I am already aware of the wondefull work of Alan Villiers.

Thanks


----------



## Prudence (Aug 30, 2009)

*Sailing ships working..not always on deck*

http://images.slsa.sa.gov.au/searcy/02/PRG280_1_2_187.htm
http://www.slv.vic.gov.au/brodie/gid/slv-pic-aaa47907/1/bs002690
http://www.slv.vic.gov.au/pictures/gid/slv-pic-aaa41027/1/pi005051
http://www.slv.vic.gov.au/brodie/gid/slv-pic-aaa46175/1/bs001088
http://nla.gov.au/nla.pic-an6442471
http://images.slsa.sa.gov.au/mpcimg/61750/B61533.htm
http://www.slv.vic.gov.au/pictoria/gid/slv-pic-aab34680/1/a31312
http://www.slv.vic.gov.au/brodie/gid/slv-pic-aaa49362/1/bs000864
http://images.slsa.sa.gov.au/godson/1/00250/PRG1258_1_108.htm
http://www.slv.vic.gov.au/brodie/gid/slv-pic-aaa46595/1/bs001754
http://www.slv.vic.gov.au/brodie/gid/slv-pic-aaa48120/1/bs003612
http://www.slv.vic.gov.au/pcards/gid/slv-pic-aab09992/1/pc000803
http://www.slv.vic.gov.au/vpocc/gid/slv-pic-aab91345/1/cc000894
http://www.slv.vic.gov.au/vpocc/gid/slv-pic-aab91345/1/cc000893
courtesy PICTURE AUSTRALIA many collections in Australia here Some are copyright free and some require a fee for reproduction for commercial publication. there are 1026pages of 12 pics per page for "sailing ships" Prudence


----------



## williambierman (Sep 17, 2009)

Thank you very much.

Bill


----------



## stein (Nov 4, 2006)

Underneath this linked to picture you will find four thumbnails, and to the left of these a tiny green arrow - use this arrow to search for pictures you have not seen before and find interesting: http://www.shipsnostalgia.com/gallery/showphoto.php/photo/45215/ppuser/9545 You may have to leaf past a few motorship deck scenes every now and then. Regards, Stein.


----------



## Billieboy (May 18, 2009)

*Square Rigged=*



williambierman said:


> Hi:
> I am already aware of the wondefull work of Alan Villiers.


My late old next door neighbor, Gp. Capt. George Mallinson RAF(Rtd), was master on a sailing ship between the wars, Villiers was his second mate; he didn't have much time for Villiers.(EEK)


----------



## stein (Nov 4, 2006)

_My late old next door neighbor, Gp. Capt. George Mallinson RAF(Rtd), was master on a sailing ship between the wars, Villiers was his second mate; he didn't have much time for Villiers._

Wonder what ship that was, Villiers seems to have left it out of his biography. Know of anyone beyond these: Rothesay Bay, James Craig, Clan McLeod, Bellands, Lawhill, Hawk, Herzogin Cecilie, Grace Harwar, and Parma? Regards, Stein.


----------



## williambierman (Sep 17, 2009)

I do not understand why people dislike the work of Alan Villiers. I am not in love with the man or his work, but I recognize the fact that his work books were well written and his photography was very impressive. He writes of the sea in for landsmen to read, not for sailors. His main goal was to preserve through photography and print and era he was smart enough to realize was rapidly drawing to a close.


----------



## Billieboy (May 18, 2009)

*Mallinson/Villiers - a comment*



williambierman said:


> I do not understand why people dislike the work of Alan Villiers. I am not in love with the man or his work, but I recognize the fact that his work books were well written and his photography was very impressive. He writes of the sea in for landsmen to read, not for sailors. His main goal was to preserve through photography and print and era he was smart enough to realize was rapidly drawing to a close.
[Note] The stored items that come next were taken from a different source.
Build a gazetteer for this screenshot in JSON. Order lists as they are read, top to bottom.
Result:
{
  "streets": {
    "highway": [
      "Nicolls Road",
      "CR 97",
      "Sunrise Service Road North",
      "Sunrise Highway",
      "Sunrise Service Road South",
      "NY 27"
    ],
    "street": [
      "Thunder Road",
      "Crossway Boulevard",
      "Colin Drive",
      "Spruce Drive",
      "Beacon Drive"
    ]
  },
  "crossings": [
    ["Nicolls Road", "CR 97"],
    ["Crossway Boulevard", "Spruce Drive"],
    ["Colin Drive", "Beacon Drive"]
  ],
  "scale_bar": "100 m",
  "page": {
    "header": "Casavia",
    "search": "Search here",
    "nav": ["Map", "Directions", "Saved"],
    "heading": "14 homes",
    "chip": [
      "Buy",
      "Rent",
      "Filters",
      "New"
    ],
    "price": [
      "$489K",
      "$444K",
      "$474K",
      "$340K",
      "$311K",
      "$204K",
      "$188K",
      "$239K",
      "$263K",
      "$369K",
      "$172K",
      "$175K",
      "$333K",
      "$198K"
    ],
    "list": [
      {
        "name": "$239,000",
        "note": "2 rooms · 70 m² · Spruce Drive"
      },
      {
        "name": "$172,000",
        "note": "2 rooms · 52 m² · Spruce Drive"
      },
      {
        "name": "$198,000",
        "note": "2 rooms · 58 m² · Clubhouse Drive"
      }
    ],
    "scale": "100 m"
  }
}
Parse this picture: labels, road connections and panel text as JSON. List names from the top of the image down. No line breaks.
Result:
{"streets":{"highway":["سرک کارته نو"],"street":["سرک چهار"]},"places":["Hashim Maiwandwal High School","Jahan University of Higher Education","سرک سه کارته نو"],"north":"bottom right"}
William, I didn't say that I disliked any of Villier's works; I said that my old next door neighbor,(buurman), didn't like Villiers! 

Sorry Stein I cannot remember the names of old George's ships, they were all sailing vessels and between the wars. His last one was declared, 'Lost', on a voyage from Australia, which ended at Lands End when a Home Fleet vessel stopped her to pass the information that WWII had started, the year before, after they had sailed. He, George, was then commissioned into the RAF, to set up and run, the ASR flotilla in the channel. When he was appointed he was given the rank of Group Captain RAF. Some cartoons of his operations appeared in "Punch".


----------



## stein (Nov 4, 2006)

To put is shortly: there never was any George Mallinson captaining a sailing ship with Alan Villiers as second mate, you've been told a fictive story Billyboy. 
Of sailing ships lost at the outbreak of WW2, none were British or had recently been. (The Garthpool, last of the British, was lost in 1929 - under Captain David Thompson). The Penang came from Port Victoria and was torpedoed off the Irish coast in December 1940 with all hands lost - and would perhaps suit your story, but she was Finnish. The officers manning the Finnish ships were as far as I know all Finns, and the German ships I think we can confidently rule out too as regards British masters. 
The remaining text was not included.